Slowly, democracy is taking back everything it ever gave us, and pretending that it’s still ours. Democracy is the right to choose. But the choice that is exercised is never by us, only onto us. And the only democracy there is, is the will of the law and the corporations. People exist only to consume and spend money to feed
corporations.

The real programming on television is the adverts. The programmes you think you are watching : they’re just the bait to lure us in. We are the product being sold to the advertisers.

I’m too hungover to think like this. At least I think it’s a hangover.

When the impossible is eliminated, whatever is left, however unlikely, could be the truth.

In these lonely hours, these abandoned moments, left with nothing but our thoughts, our minds race through all the possibilities, and land in the strangest places.

There was a padding noise. A flash of colour somewhere, out of the corner of my mouth. I could detect more the movement than the maker. A fox skittered passed me without even a second glance foraging for food. A KFC bone was wedged into its mouth, grease dripping onto hungry teeth, returning to Fox Base Alpha. I shivered. Even a fox cannot escape the encroaching, inescapable corporatisation of everything. The apocalypse will be sponsored by Barclaycard. Famine brought to you courtesy of McDonalds. Pestilence courtesy of Schlemburger-SEMA. War courtesy of General Motors and EMI Weapons Division. Death courtesy of the Oil Companies and the President.

I could see a dusty dirt track to the left of me, complete with what appeared to be fresh tyre tracks.
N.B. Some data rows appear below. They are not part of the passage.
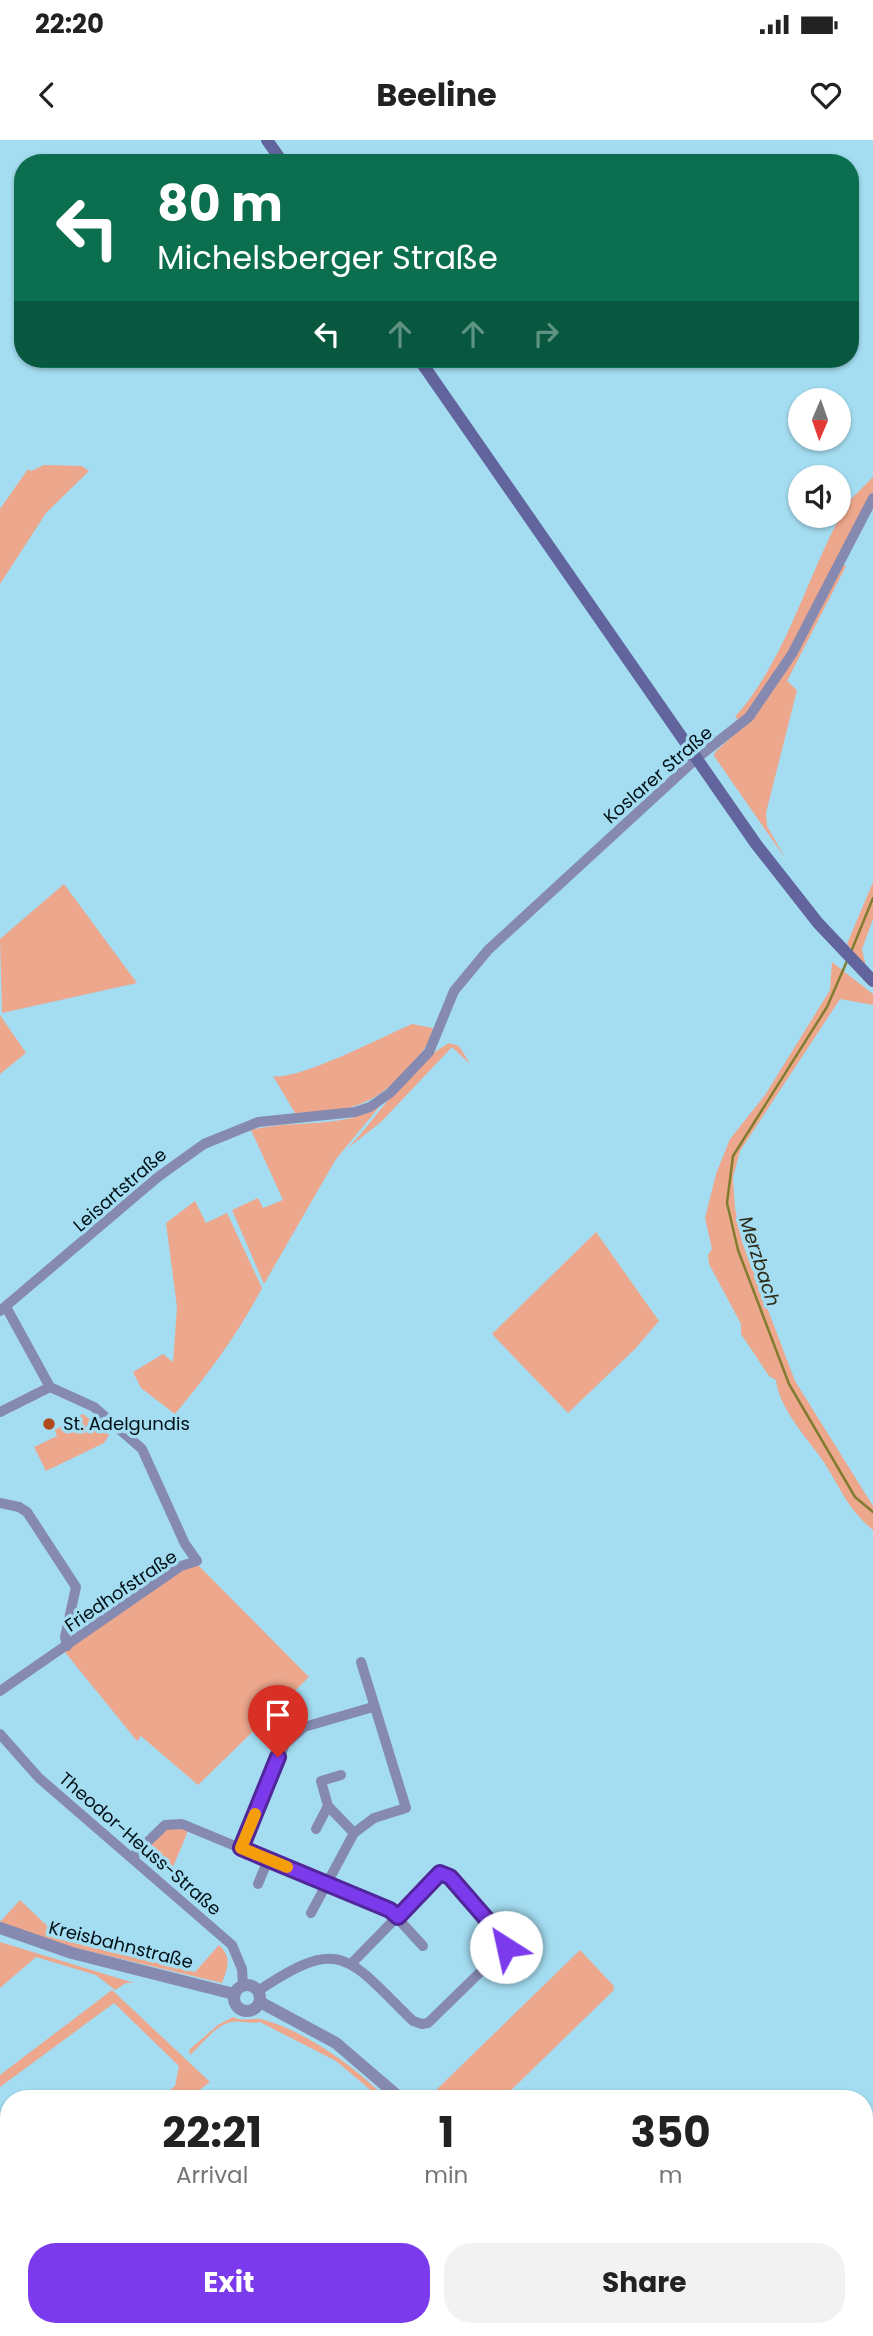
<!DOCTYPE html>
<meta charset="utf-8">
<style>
:root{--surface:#fff;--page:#f2f2f2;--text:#222;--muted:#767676;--accent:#7c3aed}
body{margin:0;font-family:Poppins,sans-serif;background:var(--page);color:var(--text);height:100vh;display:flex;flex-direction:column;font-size:26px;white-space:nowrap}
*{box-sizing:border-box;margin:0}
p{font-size:23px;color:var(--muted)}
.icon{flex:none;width:38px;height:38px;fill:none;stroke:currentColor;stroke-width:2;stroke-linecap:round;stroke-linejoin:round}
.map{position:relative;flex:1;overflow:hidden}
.side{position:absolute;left:0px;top:1950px;width:873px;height:247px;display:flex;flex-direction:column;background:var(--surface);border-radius:28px 28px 0 0;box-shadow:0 2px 5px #0004}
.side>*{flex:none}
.top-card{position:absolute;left:14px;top:14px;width:845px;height:214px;border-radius:28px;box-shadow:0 2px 5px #0004;background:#0b6e4f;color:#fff;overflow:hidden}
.needle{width:46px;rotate:182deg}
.buttons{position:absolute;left:788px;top:248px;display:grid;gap:14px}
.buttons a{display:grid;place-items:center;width:63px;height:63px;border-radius:50%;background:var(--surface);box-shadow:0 2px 5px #0004;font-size:35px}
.pin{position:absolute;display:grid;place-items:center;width:60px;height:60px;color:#fff;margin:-72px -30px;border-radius:50% 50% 50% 0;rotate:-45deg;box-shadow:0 0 7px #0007}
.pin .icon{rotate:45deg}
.me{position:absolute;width:77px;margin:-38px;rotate:325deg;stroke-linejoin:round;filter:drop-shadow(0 0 5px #0008)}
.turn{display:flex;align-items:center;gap:24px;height:147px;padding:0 28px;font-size:32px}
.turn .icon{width:91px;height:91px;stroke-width:2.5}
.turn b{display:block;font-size:49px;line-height:60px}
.lanes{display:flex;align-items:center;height:66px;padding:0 28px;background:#0003;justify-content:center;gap:35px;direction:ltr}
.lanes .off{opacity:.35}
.eta{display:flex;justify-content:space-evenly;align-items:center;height:119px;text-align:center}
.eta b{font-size:42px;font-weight:700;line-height:49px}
.action{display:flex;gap:14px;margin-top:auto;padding:14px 28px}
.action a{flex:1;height:80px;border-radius:28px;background:var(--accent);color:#fff;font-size:28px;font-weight:700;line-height:80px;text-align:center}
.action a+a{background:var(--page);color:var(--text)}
.status{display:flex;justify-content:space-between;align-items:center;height:49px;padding:0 35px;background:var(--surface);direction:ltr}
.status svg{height:19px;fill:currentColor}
header{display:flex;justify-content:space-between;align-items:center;height:91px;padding:0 28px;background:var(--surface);font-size:32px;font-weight:700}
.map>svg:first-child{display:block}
</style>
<div class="status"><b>22:20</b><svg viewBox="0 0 49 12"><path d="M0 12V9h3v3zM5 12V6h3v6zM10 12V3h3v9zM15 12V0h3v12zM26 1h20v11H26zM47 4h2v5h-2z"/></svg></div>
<header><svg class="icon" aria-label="back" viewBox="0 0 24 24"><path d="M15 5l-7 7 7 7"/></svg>Beeline<svg class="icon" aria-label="heart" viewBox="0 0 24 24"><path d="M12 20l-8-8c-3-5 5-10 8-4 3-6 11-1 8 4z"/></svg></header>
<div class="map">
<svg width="873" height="2196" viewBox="0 0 873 2196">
<rect width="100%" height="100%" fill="#a4ddf1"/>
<g fill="#eda78d">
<path d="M44,325L82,326L89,331L46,373L0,444V369L28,329L31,331Z"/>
<path d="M873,337V354L858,377L802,489L756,563L734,587L732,584L738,579L735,577C786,519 804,444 840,377L851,359Z"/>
<path d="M841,424L846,426L787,541L797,550L766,673L767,686L785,718L714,616L715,612L746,584Z"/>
<path d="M873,742V779L862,809L866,827L847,804Z"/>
<path d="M64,744L137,843L2,873L0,799Z"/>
<path d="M832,822L873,854V865L840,859L740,1011L733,1037L735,1068L742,1102L771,1178L795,1241L873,1366V1390C843,1366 837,1337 815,1310C800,1290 779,1265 776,1240L769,1236L741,1194V1184L709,1124L708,1115L712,1109L705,1078L716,1034L730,999L765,955L830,850Z"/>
<path d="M0,875L26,913L0,934Z"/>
<path d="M412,884L433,888C429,906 420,915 407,929C372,968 346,972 295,973L273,936C298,941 384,896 412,884Z"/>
<path d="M449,903L459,906L470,924L452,907L381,982L348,1008C379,976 409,925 449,903Z"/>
<path d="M380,966L336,1019L264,1144L232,1070L258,1058L263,1068L283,1060L251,990C293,979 342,990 380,966Z"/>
<path d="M195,1061L206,1083L227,1073L262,1148C238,1194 208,1234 175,1274L141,1248L133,1232L163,1214L173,1222L177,1167L166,1083Z"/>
<path d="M596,1092L659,1181L635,1209L568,1273L492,1194Z"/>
<path d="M83,1274L109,1295L104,1303L46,1331L34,1307L57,1296L55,1290Z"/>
<path d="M198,1425L309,1537L198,1645L141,1596L137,1601L64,1511L183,1427Z"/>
<path d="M175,1686L188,1691L173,1727L148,1707L166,1689Z"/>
<path d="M20,1760L62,1800L195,1832L219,1805C232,1817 228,1828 222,1843L59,1804L0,1782Z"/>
<path d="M0,1802L134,1843H126L115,1850L96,1835L36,1817L0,1848Z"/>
<path d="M580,1810L613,1845L614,1850L503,1958H428Z"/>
<path d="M112,1850L210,1942L189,1958H160L175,1946L179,1926L114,1863L0,1947V1935Z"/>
<path d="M233,1877C244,1883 253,1876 264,1880C309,1893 353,1926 386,1958H380L336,1921L260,1882C250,1884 239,1880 231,1882C216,1885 202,1904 190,1915L189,1910L218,1885Z"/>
<path d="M0,1974L9,1982V2188H482L491,2196H0Z"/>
<path d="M618,2188H724L730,2196H623Z"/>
</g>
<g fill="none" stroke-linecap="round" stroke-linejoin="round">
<g stroke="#827c2f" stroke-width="2.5">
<path d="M851,812L873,758"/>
<path d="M847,821L827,867L733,1016L727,1063L738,1110L789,1244L855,1357L873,1372"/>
</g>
<g stroke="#8689b0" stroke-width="10">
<path d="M0,1171L158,1037L204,1004L258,982L355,972L370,967L390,953L429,912L454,851L488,810L697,618L749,577L792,514L873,358"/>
<path d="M0,1272L50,1247"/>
<path d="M0,1363L19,1367L27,1372L76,1447L65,1497L67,1506"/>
<path d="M0,1551L181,1426L197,1421L185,1404L142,1309L94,1267L50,1247L6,1167"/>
<path d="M0,1594L39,1638L232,1805L242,1829L243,1845"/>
<path d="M341,1635L321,1641L328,1666L354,1693"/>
<path d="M316,1689L328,1666"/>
<path d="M241,1708L285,1604L304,1587L373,1567"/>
<path d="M132,1717L165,1685L182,1684L390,1770L423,1806"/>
<path d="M258,1744L268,1720"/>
<path d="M311,1773L354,1693L374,1678L406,1668L361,1522"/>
<path d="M258,1851C342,1794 348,1818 413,1881L422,1884L428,1883L506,1807L504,1799L450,1737L440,1733L351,1824"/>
</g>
<g stroke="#8689b0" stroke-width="12">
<path d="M0,1788L72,1813L234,1854"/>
<circle cx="247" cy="1858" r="13"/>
<path d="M260,1862L336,1903L400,1958"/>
<path d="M565,2188L569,2196"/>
</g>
<g stroke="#62649d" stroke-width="12">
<path d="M267,0L283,23"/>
<path d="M419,219L756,704L818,783L873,841"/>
</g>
</g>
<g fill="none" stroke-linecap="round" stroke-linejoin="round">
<defs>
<path id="route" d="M278,1617L241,1708L390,1770L398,1777L440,1733L450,1737L504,1799L506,1807"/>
</defs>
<use href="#route" stroke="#51269a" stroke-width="18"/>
<use href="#route" stroke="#7c3aed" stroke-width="12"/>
<path stroke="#f59e0b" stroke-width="12" d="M255,1674L241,1708L287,1727"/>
</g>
<circle fill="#af4a1d" stroke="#a4ddf1" stroke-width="2.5" cx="49" cy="1284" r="7"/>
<g text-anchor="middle" stroke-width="7" stroke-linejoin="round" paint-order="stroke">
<g font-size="18" fill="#001017" stroke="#a4ddf1">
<text transform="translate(658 635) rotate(-41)" y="6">Koslarer Straße</text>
<text transform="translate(120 1050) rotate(-41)" y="6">Leisartstraße</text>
<text transform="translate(121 1451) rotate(-34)" y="6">Friedhofstraße</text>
<text transform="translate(140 1704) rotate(41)" y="6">Theodor-Heuss-Straße</text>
<text transform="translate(121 1805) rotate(14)" y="6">Kreisbahnstraße</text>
</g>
<g font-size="18" fill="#001017" stroke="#a4ddf1" text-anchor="start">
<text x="63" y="1290">St. Adelgundis</text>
</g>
<g font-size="19" font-style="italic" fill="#2e2c18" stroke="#a4ddf1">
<text transform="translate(760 1121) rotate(72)" y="7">Merzbach</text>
</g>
</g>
</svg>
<div class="buttons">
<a><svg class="needle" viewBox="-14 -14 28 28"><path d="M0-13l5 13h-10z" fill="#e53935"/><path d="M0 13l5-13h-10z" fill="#767676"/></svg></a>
<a><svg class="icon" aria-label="sound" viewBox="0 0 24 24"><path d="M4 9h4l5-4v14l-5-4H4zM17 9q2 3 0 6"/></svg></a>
</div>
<div class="pin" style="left:278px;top:1617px;background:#d93025"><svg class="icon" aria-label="arrive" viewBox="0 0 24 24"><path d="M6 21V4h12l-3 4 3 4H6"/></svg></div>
<svg class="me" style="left:506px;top:1807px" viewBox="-20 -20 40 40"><circle r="19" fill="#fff"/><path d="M0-13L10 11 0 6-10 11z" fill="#7c3aed"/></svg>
<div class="top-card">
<div class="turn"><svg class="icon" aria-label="left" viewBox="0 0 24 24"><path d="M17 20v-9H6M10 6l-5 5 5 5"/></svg><div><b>80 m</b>Michelsberger Straße</div></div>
<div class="lanes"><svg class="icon" aria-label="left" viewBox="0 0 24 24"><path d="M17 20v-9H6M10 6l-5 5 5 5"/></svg><svg class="icon off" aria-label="ahead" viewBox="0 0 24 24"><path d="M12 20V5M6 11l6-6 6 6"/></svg><svg class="icon off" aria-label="ahead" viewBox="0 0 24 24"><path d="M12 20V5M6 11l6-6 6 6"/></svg><svg class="icon off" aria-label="right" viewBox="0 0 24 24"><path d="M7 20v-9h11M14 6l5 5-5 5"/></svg></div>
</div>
<section class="side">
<div class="eta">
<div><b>22:21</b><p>Arrival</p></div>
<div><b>1</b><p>min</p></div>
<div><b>350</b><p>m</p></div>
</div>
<div class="action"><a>Exit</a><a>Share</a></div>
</section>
</div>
The air shivered. I need to get out of this shithole. I need to find the way out. I turned around.

Fuck me.

It was huge. I mean, enormous. The type of size that makes you realise that six foot is not tall. Sixty foot is not tall. This. This was tall.

Behind me, about one hundred yards behind me, stood a massive wall. It was about one hundred feet wide and about two hundred feet wide. At the sides the wall protruded forward slightly. The windows set into the wall were dusty and cracked. Many were smashed through. Derelict. Vacant. At ground level, only a handful of pillars stood, supporting the weight of this shell, this wall. Behind the wall was grass and dust. Small trees. Fencing.

I was a dwarf. An insect on the face of the world.

It wasn’t just a wall. But something empty. A building with it’s heart ripped out, and nothing in its place. At the far end, about 200 metres behind the wall, stood another wall.

I looked up. Two huge white cannons, pockmarked, dirty with age, rose forth from the wall, three hundred feet tall. They reached to the sky impassively. They had seen many things. The rise and fall of Germany. The fall of communism. Their very own enviseration at the hands of architect butchers and years of neglect.

Chimneys. And behind them, two more identical chimneys, set on the far side of the building, this enormous shell.

So this was what 188 Kritling Street, London, looked like up close. Like a great natural cliff face, neutral, enormous, imposing, blank. Sad, faded, and yet more than any of us could imagine. It didn’t care if you were there or not. It was just there.

Fuck me. How did I get here of all places?

I gasped involuntarily. Stared for a few seconds at this huge, impersonal thing, towering above me. This ghost building. Watching and waiting for my next, improbable move in a day of improbabilities. It scared the shit out of me.

Stepping back, I tried to comprehend the size of it. A grand madness. Being this close to something this big made me feel suddenly, very very small. And, as if the architects were daring God with the size of their audacity. As if we were insects crawling on the face of something huge.

It’s not good to dare God when one is merely mortal. Whatever is immortal will always outlive you.

I turned round. I looked for a way out. In the distance, the sun was breaking over the shilouette of the estates.